One thing you have to know about me: I’m no genius. I’m pretty practical and I have a penchant to go mad scientist when an idea sounds like it has wings. So this part of the 501st birthing process was as glamorous as a caffeine-fueled Star Wars movie marathon that lasts late into the night. By the end of it I had jotted down some basic ideas that kept to the nomenclature of the “TK” two-digit prefix, but added flavor enough to describe other Imperial armor variants. And I decided it would work to let members keep a single ID number, but add the prefix to it for every costume they registered. Steve Hamedl could be TK707, TI707, TD707, and so on. He would just be a trooper with lots of cross-training!


I updated the website with new sections to the roster: Desert Troopers would be labeled “TD” and came from specialized training schools for their missions, Snowtroopers would be “TS”, Biker Scouts would be “TB.” You can just see the genius at work there.

But simple as the labeling process was, it would prove an important tool in helping the club feel multi-dimensional and scalable. What was a plain roster before now blossomed into ranks of every kind of trooper that Vader ever had at his command in the movies. There still weren’t a lot of us, but at least we looked like we had a trooper for every occasion.

Fresh from this burst of inspiration, I started to envision a world map to illustrate our new galactic presence, scant as it was. I pulled up a picture of the word and started pasting “TK” icons corresponding to where members lived. Stormtrooper helmets clustered around California, Florida, Southeastern US, and New York. Isolated blips shone defiantly from Europe and Japan. It was satisfying, but it left me with a hunger to see more, especially outside America.

Another thought tugged at me when I saw the map. How exactly would this all stick together, with everyone located so far apart? Would we ever see all these troopers together in one place? Would we ever see a cluster of ten or twenty troopers in one place and realize the excitement level I envisioned when I saw the fans’ reactions to just two of us? The concept of a unit with a name and a history was pretty cool, but how would we keep all these guys united under one banner?

An idea gnawed at the back of my head. The Roman Empire survived as long as it did, sending tribute back to Rome for the glory of the Empire, only as long as the concept of the Empire remained strong. And that strength was only as good as the roads that led back to it. The roads here were really long!
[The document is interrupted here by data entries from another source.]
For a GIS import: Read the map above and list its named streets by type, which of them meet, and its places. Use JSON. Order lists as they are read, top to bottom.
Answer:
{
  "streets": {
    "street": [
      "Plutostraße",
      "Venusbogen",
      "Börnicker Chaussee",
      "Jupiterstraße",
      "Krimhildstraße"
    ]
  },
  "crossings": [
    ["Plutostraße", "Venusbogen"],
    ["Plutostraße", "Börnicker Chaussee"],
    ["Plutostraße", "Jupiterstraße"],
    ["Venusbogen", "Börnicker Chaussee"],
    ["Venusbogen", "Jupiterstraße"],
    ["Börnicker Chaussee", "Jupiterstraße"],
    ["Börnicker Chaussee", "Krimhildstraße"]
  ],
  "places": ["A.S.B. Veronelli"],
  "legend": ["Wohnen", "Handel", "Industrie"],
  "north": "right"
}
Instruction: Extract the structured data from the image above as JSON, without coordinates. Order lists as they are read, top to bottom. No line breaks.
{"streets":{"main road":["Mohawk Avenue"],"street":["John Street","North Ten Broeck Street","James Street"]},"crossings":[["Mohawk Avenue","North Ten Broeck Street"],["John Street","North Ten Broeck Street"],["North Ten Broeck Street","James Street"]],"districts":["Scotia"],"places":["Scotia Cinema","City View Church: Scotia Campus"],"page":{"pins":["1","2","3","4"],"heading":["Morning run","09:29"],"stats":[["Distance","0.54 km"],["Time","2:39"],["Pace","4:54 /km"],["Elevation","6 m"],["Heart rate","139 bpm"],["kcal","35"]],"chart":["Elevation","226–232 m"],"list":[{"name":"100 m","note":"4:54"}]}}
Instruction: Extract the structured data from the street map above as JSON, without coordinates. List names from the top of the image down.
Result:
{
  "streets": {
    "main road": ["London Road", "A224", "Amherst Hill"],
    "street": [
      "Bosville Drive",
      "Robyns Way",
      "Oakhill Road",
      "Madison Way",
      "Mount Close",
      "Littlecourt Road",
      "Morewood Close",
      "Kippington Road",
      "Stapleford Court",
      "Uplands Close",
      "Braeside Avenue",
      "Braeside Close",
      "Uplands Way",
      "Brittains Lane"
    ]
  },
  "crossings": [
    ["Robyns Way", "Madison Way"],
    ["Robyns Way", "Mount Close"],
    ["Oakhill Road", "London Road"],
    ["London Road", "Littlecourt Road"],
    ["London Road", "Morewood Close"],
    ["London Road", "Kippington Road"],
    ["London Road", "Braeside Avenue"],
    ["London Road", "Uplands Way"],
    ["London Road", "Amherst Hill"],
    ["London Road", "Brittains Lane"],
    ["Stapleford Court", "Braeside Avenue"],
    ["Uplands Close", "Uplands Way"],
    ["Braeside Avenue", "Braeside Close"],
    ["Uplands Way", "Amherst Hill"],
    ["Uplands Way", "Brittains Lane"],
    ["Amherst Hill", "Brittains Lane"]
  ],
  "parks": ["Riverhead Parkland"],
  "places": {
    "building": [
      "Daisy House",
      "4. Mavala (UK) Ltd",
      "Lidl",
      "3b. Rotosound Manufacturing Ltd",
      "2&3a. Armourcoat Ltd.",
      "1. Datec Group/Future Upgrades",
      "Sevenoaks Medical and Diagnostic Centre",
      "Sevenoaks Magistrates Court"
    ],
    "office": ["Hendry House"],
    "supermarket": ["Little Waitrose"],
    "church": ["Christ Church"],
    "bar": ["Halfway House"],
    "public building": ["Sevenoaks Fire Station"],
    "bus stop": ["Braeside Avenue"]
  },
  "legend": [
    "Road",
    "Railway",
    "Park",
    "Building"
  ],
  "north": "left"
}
What I always thought made the Roman Empire work was the ability of the occupying garrisons to take the best the lands had to offer and make it their own. I had written a funny bit on the Detention Block website that hinted that we were an occupying force sent to Earth to monitor it for the Emperor. So it made sense that our troopers were manning garrisons all over the world. Just like that, I had a concept that would lend itself very effectively to the club’s future: every trooper would work harder for their own local communities than they ever would for an abstraction like a worldwide group, but the main group and its brand would be the unifying concept to help bring attention to every unit. And what better name for a large force than a garrison? Lucas even used it in The Empire Strikes Back when Vader says to Lando Calrissian, “Good. It would be unfortunate if I had to leave a garrison here.”

The pieces were in place. A structure was forming that would make for a flexible and well-organized club. Applicants for this 501st Squad were pouring in every week, with each new member proudly sharing pictures of themselves trooping in their hometowns. A mail forum on Geocities filled up with half a hundred troopers by year’s end and ideas poured in. These fans were smart and had ideas, too. I knew it would take a sound organizational system to keep this lightning in a bottle and every incentive to keep them rallied to this new banner. So far it was taking root. But for how long?

I approached Scott McArthur, the third ever trooper to call himself 501st, and asked him to design me a banner. I needed an icon to affix this new squad. I said simply that I wanted something that showed this group was made up of Stormtroopers ready to give all for Vader, a black and white and red sigil that would show our strength. Nothing fancy, just a bold image that told the world the Empire was here.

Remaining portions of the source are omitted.